China’s stockpiles are expected to grow rapidly. The country “has developed a new road-mobile intercontinental ballistic missile, a new multiwarhead version of its silo-based ICBM and a new submarine-launched ballistic missile,” Lt. Gen. Robert Ashley, director of the Defense Intelligence Agency, said in May. “With its announcement of a new nuclear-capable strategic bomber, China will soon field their own nuclear triad, demonstrating China’s commitment to expanding the role and centrality of nuclear forces in Beijing’s military aspirations.”

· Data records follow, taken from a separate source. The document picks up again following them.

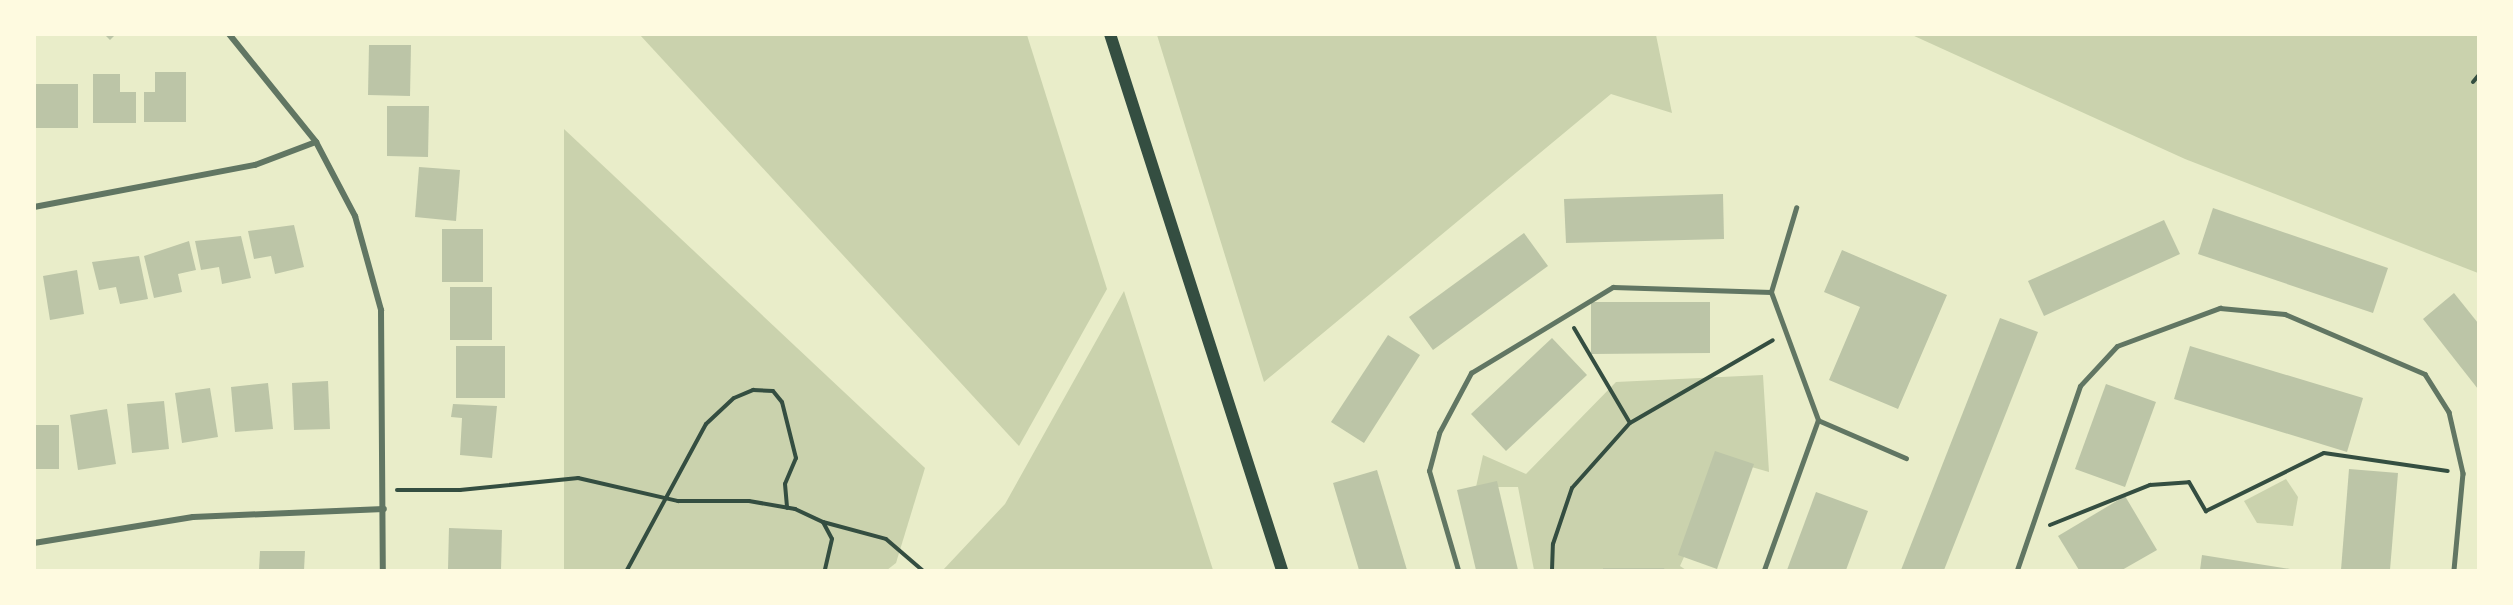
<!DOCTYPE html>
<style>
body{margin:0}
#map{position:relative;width:2513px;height:605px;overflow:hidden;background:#e9edc9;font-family:"Playfair Display",serif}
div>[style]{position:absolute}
.green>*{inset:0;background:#cad2ad}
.building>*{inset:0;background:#bcc5a7}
.path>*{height:4px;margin:-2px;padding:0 2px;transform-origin:2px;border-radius:2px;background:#344e41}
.service>*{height:4.5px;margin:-2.25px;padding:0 2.25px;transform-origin:2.25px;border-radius:2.25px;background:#617663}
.minor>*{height:6px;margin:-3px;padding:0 3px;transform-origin:3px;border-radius:3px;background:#617663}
.secondary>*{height:12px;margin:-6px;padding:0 6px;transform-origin:6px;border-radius:6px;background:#344e41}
span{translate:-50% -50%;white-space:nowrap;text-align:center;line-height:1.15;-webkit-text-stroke:4.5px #fefae0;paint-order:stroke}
.frame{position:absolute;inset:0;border:36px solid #fefae0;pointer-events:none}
</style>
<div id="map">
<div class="green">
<i style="clip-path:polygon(640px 35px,1027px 35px,1107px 289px,1019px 446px)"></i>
<i style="clip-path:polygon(1157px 35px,1656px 35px,1672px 113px,1611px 94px,1264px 382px)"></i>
<i style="clip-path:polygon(1912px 35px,2478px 35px,2478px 273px,2185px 159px)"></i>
<i style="clip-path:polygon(564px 129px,925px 468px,896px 563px,887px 570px,564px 570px)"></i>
<i style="clip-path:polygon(1124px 291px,1213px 570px,943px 570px,1005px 504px)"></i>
<i style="clip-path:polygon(1763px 375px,1769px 472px,1727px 460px,1680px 566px,1686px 570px,1534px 570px,1518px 487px,1476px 487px,1483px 455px,1526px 474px,1616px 382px)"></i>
<i style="clip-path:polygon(2286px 479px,2298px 497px,2293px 526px,2257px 523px,2244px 501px)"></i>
</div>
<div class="building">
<i style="clip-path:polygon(104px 34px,116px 34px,110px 40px)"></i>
<i style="clip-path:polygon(369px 45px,411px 45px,410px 96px,368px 95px)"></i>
<i style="clip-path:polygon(155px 72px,186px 72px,186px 122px,144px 122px,144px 92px,155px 92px)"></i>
<i style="clip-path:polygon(93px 74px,120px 74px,120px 92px,136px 92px,136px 123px,93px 123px)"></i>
<i style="clip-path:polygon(34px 84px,78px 84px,78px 128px,34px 128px)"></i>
<i style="clip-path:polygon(387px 106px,429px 106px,428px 157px,387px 156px)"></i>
<i style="clip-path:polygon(419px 167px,460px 170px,456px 221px,415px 217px)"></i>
<i style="clip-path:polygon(1723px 194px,1724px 239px,1566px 243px,1564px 199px)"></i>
<i style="clip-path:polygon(2213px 208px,2388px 268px,2373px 313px,2198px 254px)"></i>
<i style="clip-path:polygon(2164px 220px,2180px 254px,2044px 316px,2028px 281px)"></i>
<i style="clip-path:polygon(294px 225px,304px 267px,275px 274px,271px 256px,254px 259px,248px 231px)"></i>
<i style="clip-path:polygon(442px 229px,483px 229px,483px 282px,442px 282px)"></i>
<i style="clip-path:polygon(1524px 233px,1548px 266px,1433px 350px,1409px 317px)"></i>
<i style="clip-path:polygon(241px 236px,251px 278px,222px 284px,219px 267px,201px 270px,195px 241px)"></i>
<i style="clip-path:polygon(189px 241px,196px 270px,178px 274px,182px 292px,154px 298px,144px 256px)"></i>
<i style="clip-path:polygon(1842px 250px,1947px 295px,1898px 409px,1829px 380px,1860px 307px,1824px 292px)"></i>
<i style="clip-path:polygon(139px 256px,148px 299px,120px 304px,116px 287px,99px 290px,92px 262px)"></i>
<i style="clip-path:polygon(77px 270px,84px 314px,50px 320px,43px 276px)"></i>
<i style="clip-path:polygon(450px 287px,492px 287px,492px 340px,450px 340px)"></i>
<i style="clip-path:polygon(2454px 293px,2478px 323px,2478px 389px,2423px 319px)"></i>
<i style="clip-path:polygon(1591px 302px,1710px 302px,1710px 353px,1591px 354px)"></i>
<i style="clip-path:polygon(2000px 318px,2038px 332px,1944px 570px,1901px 570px)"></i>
<i style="clip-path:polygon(1388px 335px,1420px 355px,1364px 443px,1331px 422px)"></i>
<i style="clip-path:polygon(1552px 338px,1587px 375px,1506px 451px,1471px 414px)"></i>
<i style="clip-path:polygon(456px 346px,505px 346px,505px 398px,456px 398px)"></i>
<i style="clip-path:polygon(2190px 346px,2363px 398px,2347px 452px,2174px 399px)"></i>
<i style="clip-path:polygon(328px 381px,330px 429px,294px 430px,292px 383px)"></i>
<i style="clip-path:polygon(268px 383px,273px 429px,235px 432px,231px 387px)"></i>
<i style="clip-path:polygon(2106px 384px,2156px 402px,2125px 487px,2075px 469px)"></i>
<i style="clip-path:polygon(210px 388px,218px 437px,182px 443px,175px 393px)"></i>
<i style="clip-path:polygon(164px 401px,169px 449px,132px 453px,127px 404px)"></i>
<i style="clip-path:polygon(453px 404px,497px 406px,492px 458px,460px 455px,462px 418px,451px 417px)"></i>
<i style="clip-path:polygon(107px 409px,116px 464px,78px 470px,70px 415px)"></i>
<i style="clip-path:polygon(34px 425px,59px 425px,59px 469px,34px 469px)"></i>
<i style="clip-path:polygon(1715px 451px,1754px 464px,1717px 569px,1678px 555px)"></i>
<i style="clip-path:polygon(2349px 469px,2398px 473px,2390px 570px,2341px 570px)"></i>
<i style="clip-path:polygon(1377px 470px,1407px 570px,1359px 570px,1333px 483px)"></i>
<i style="clip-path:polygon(1497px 481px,1518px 570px,1476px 570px,1457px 490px)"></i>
<i style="clip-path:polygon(1816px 492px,1868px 511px,1846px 570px,1787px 570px)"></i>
<i style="clip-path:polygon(2125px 496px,2157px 550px,2122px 570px,2079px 570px,2058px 536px)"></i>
<i style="clip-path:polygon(449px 528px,502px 530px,501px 570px,448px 569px)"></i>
<i style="clip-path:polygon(260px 551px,305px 551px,304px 570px,259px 570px)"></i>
<i style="clip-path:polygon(2202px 555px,2290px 569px,2290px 570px,2200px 570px)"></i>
<i style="clip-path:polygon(1603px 568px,1664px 568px,1665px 570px,1603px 570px)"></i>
</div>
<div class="path">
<i style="left:2473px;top:82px;width:8px;rotate:-50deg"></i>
<i style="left:1574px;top:328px;width:110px;rotate:59.5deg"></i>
<i style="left:397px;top:490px;width:63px"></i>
<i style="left:460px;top:490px;width:119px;rotate:-5.8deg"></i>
<i style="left:578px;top:478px;width:103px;rotate:13deg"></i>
<i style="left:678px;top:501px;width:71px"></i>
<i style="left:749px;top:501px;width:47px;rotate:9.9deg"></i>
<i style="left:795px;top:509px;width:31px;rotate:25deg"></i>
<i style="left:823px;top:522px;width:19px;rotate:62deg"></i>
<i style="left:832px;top:539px;width:32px;rotate:103deg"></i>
<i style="left:823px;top:522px;width:65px;rotate:15.1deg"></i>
<i style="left:886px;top:539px;width:48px;rotate:40.7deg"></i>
<i style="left:2050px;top:525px;width:108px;rotate:-21.8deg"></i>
<i style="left:2150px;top:485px;width:39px;rotate:-4deg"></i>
<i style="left:2189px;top:482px;width:34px;rotate:60deg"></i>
<i style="left:2206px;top:511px;width:131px;rotate:-26.2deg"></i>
<i style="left:2324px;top:453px;width:125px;rotate:8.3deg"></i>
<i style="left:627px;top:570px;width:166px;rotate:-61.6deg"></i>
<i style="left:706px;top:424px;width:38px;rotate:-43deg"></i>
<i style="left:734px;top:398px;width:21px;rotate:-23deg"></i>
<i style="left:753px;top:390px;width:20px;rotate:3deg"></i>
<i style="left:773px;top:391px;width:14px;rotate:51deg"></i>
<i style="left:782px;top:402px;width:58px;rotate:76deg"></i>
<i style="left:796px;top:458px;width:28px;rotate:113deg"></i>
<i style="left:785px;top:484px;width:24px;rotate:85deg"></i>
<i style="left:1552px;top:570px;width:26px;rotate:-88deg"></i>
<i style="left:1553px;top:544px;width:59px;rotate:-71.3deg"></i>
<i style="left:1572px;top:488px;width:87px;rotate:-48.3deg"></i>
<i style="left:1630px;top:423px;width:165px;rotate:-30.1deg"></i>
</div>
<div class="service">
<i style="left:1771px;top:292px;width:88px;rotate:-73.4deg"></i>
<i style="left:1818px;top:420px;width:96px;rotate:23.4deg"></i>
<i style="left:1458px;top:570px;width:103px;rotate:-106.3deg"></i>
<i style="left:1429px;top:471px;width:39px;rotate:-75deg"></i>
<i style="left:1439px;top:433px;width:68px;rotate:-61.9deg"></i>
<i style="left:1471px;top:373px;width:166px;rotate:-31.2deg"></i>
<i style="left:1613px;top:287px;width:158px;rotate:1.8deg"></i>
<i style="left:1764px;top:570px;width:159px;rotate:-70.2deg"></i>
<i style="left:1818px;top:420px;width:136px;rotate:-110.2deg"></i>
<i style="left:2017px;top:570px;width:194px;rotate:-71.1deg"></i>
<i style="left:2080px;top:386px;width:54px;rotate:-47.2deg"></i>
<i style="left:2117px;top:346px;width:110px;rotate:-20.3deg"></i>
<i style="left:2220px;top:308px;width:65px;rotate:5.3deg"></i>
<i style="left:2285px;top:314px;width:152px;rotate:23.2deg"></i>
<i style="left:2425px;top:374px;width:45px;rotate:57.7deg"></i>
<i style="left:2449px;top:412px;width:63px;rotate:77.1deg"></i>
<i style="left:2463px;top:473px;width:97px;rotate:95.3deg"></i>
</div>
<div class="minor">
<i style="left:229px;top:34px;width:139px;rotate:51.1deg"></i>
<i style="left:316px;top:142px;width:84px;rotate:62.2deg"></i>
<i style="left:355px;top:216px;width:98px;rotate:74.5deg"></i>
<i style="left:381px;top:310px;width:260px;rotate:89.6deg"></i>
<i style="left:34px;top:207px;width:225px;rotate:-10.8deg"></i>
<i style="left:255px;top:165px;width:65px;rotate:-20.7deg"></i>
<i style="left:34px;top:543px;width:161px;rotate:-9.3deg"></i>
<i style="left:193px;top:517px;width:191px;rotate:-2.4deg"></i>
</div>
<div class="secondary">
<i style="left:1110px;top:34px;width:563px;rotate:72.21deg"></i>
</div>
<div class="frame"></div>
</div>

Getting China to participate in any talks is complicated by Beijing’s own calculus, which involves deterring India and expanding its weapons program, said Gary Samore, a former U.S. senior director for nonproliferation and export controls during the Clinton administration. “A trilateral approach is not practical at the moment because the Chinese will not agree to institutionalize their very small numbers compared to the U.S. and Russia,” added Samore, who now directs the Crown Center for Middle East Studies at Brandeis University.
The demise of the Intermediate-Range Nuclear Forces Treaty (INF) — the Cold War-era agreement that expired this year — is already raising tensions with Beijing. Esper recently indicated that the U.S. was looking at deploying previously banned intermediate-range missiles in Asia, angering Chinese officials. Potential bases for the missiles could be in Taiwan and Japan, Samore said.

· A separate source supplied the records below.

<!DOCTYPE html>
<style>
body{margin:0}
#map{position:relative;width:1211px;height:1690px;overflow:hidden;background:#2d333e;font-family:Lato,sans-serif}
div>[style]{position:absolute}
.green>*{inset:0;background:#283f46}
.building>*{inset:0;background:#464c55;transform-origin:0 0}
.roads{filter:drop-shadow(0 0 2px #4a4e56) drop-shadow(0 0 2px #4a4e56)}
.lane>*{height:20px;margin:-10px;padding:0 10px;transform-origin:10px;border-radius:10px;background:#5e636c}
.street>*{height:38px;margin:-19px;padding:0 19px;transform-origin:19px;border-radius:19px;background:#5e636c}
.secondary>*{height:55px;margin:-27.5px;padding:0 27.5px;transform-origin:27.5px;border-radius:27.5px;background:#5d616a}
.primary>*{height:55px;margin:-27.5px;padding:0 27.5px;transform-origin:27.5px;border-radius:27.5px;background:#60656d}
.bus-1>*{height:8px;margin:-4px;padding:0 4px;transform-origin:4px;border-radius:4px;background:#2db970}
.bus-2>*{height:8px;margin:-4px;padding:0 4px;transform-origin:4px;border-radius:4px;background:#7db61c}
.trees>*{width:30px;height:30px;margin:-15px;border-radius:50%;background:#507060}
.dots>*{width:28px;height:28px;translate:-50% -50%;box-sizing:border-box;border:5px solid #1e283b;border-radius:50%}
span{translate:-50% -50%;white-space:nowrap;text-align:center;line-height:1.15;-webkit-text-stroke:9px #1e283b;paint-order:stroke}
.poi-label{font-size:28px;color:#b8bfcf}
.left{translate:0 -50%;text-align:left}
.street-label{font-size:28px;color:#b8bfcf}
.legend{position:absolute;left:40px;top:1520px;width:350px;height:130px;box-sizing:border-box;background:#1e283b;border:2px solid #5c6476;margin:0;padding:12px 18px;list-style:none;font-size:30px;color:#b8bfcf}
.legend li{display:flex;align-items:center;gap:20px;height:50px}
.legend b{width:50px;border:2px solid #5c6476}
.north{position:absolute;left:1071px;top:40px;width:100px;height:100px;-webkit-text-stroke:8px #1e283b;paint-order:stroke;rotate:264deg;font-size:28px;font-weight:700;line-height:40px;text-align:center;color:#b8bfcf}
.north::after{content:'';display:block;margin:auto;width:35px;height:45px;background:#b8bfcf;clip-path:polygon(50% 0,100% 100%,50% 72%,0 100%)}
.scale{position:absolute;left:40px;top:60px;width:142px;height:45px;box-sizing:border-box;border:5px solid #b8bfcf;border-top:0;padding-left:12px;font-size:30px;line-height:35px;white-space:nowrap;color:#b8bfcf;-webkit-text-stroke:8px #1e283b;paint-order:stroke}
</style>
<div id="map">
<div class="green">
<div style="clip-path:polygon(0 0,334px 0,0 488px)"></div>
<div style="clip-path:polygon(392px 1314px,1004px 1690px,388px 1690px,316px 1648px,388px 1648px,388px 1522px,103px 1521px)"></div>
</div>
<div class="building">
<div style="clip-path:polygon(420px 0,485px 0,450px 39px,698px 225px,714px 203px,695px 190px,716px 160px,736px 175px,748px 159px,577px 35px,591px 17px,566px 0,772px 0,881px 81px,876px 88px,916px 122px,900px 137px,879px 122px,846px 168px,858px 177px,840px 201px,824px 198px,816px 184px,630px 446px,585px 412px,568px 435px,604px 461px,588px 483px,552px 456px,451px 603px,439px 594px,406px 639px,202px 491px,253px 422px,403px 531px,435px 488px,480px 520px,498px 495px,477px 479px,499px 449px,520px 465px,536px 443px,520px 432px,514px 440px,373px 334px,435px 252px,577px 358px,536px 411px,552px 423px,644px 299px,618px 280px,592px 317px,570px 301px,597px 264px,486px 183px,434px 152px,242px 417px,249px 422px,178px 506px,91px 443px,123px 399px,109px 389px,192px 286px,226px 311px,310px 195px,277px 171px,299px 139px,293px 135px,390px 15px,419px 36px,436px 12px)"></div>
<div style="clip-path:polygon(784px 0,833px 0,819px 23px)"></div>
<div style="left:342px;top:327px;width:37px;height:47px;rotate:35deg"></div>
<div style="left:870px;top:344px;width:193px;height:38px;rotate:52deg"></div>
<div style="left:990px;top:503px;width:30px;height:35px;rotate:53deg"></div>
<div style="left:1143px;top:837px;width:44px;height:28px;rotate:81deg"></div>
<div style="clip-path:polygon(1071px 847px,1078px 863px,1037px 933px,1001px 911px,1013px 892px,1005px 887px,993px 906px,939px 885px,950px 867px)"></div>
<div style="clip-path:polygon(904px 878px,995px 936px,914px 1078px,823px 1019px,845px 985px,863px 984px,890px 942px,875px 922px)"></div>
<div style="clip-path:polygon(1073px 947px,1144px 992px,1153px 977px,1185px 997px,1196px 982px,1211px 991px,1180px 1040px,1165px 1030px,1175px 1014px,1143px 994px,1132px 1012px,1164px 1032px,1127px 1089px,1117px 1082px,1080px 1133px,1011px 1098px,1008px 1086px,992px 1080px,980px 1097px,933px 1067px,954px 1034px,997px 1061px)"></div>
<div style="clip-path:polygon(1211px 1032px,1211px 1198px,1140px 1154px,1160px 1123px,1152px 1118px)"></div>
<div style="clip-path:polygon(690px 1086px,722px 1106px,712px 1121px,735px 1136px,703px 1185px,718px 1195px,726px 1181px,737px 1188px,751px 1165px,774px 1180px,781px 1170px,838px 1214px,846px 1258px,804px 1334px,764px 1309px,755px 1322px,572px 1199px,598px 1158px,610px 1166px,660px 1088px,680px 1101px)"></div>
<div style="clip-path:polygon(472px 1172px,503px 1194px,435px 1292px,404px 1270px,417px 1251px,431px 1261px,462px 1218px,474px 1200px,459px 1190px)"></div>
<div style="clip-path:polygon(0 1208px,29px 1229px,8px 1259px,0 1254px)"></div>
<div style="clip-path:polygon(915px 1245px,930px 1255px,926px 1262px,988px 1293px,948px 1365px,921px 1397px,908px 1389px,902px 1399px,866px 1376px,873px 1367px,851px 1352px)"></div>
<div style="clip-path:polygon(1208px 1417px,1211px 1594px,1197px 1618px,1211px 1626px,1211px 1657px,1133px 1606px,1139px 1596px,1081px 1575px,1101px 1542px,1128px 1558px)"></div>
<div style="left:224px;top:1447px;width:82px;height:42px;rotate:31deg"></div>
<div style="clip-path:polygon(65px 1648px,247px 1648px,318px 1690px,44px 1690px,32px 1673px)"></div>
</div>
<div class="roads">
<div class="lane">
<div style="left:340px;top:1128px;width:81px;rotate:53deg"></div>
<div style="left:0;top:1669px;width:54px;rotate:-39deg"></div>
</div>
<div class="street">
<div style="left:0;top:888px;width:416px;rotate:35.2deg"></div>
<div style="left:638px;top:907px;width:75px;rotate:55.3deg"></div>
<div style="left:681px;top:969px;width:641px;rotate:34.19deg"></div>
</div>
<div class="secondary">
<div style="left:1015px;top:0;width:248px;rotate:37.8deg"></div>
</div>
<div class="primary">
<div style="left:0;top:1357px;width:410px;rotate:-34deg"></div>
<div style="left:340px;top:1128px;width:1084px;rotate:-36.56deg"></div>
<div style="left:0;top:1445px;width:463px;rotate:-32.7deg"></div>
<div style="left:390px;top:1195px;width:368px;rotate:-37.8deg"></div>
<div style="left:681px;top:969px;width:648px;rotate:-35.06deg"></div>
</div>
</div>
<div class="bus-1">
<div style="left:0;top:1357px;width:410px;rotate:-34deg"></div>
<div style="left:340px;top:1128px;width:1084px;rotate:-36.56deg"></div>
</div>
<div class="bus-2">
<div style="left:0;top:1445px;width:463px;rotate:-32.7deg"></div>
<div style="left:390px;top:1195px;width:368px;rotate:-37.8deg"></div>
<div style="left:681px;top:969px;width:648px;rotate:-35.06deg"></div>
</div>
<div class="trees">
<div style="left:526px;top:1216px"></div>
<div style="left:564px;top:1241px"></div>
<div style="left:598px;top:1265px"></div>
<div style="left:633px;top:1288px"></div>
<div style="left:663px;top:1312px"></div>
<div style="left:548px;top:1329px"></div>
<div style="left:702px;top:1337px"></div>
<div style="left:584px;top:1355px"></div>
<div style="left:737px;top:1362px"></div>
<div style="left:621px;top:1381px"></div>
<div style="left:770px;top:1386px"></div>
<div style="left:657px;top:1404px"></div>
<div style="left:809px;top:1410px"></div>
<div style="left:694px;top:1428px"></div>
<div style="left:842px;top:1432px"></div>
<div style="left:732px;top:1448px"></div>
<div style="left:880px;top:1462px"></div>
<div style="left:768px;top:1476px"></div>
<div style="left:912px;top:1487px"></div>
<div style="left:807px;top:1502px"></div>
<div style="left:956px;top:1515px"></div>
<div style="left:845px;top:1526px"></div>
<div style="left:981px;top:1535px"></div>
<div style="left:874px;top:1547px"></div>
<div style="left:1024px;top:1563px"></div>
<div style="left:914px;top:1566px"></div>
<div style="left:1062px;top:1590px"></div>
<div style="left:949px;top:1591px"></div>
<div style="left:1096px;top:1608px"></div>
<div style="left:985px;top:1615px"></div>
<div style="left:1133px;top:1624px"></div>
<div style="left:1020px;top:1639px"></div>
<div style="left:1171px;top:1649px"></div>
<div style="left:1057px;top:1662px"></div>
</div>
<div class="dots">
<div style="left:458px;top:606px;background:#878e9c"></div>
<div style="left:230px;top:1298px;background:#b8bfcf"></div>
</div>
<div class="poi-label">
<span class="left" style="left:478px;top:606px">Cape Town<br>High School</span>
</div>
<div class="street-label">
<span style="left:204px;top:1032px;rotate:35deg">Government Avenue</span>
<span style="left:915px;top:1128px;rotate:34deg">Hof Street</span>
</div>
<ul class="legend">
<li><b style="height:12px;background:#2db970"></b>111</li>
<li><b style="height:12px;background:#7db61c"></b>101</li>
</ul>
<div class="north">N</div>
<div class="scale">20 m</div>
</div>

Beyond China, U.S. talks with Russia are complicated by increasing mistrust on both sides. As a U.N. disarmament committee sought to begin its scheduled meetings earlier this month, Russian officials wouldn’t agree to adopt the schedule in protest of a U.S. refusal to issue visas to members of its delegation, a diplomat said.
The potential of an escalating arms race comes after a prolonged period of relative progress in curbing nuclear weapons.
The U.S. and Russia destroyed thousands of ground-launched missiles thanks to the INF treaty. New START, reached between Presidents Barack Obama and Dmitry Medvedev in 2010, capped the total number of U.S. and Russian nuclear stockpiles.
Crucially, after reaching that accord, the U.S. and Russia adopted a united stance against Iran’s nuclear weapons program, forcing Tehran to sign a 2015 nuclear accord that the U.S. withdrew from last year.
Unlike the situation during the Cold War, the advent of new computer and space technologies has moved much of the nuclear arms competition in recent years away from quantity to quality, warned Nunn and Ernest Moniz, the former U.S. Energy Department secretary and the co-chair of the Nuclear Threat Initiative, in a recent report. That may bolster the U.S. case for China to be included in a future deal.
China’s rising military and technological prowess in the decades since the first nuclear deals were ratified means the Trump administration is right in calling China to be included in new strategic talks, even if it remains in the U.S. interest to extend New START, said Robert Manning, a senior fellow at the Atlantic Council. “The U.S. has historically dominated many emerging technologies such as space, but now the Chinese are growing in these areas,” Manning said. “We need strategic dialogue to tackle these new areas. Do we want autonomous weapons or not? Do we want to ban hypersonics or not? That’s where the next wave is, not in whether nuclear weapons should be reduced or not.”
But losing New START would send a signal to the world that the two biggest nuclear powers don’t care about arms control, Nunn said. Lori Esposito Murray, an adjunct senior fellow at the Council on Foreign Relations, agrees.
“You don’t throw out the baby with the bath water,” Murray said. “You keep the constraints you have that have produced an 80 percent reduction of nuclear stockpiles and then you look at a process that looks at China and advanced technologies.”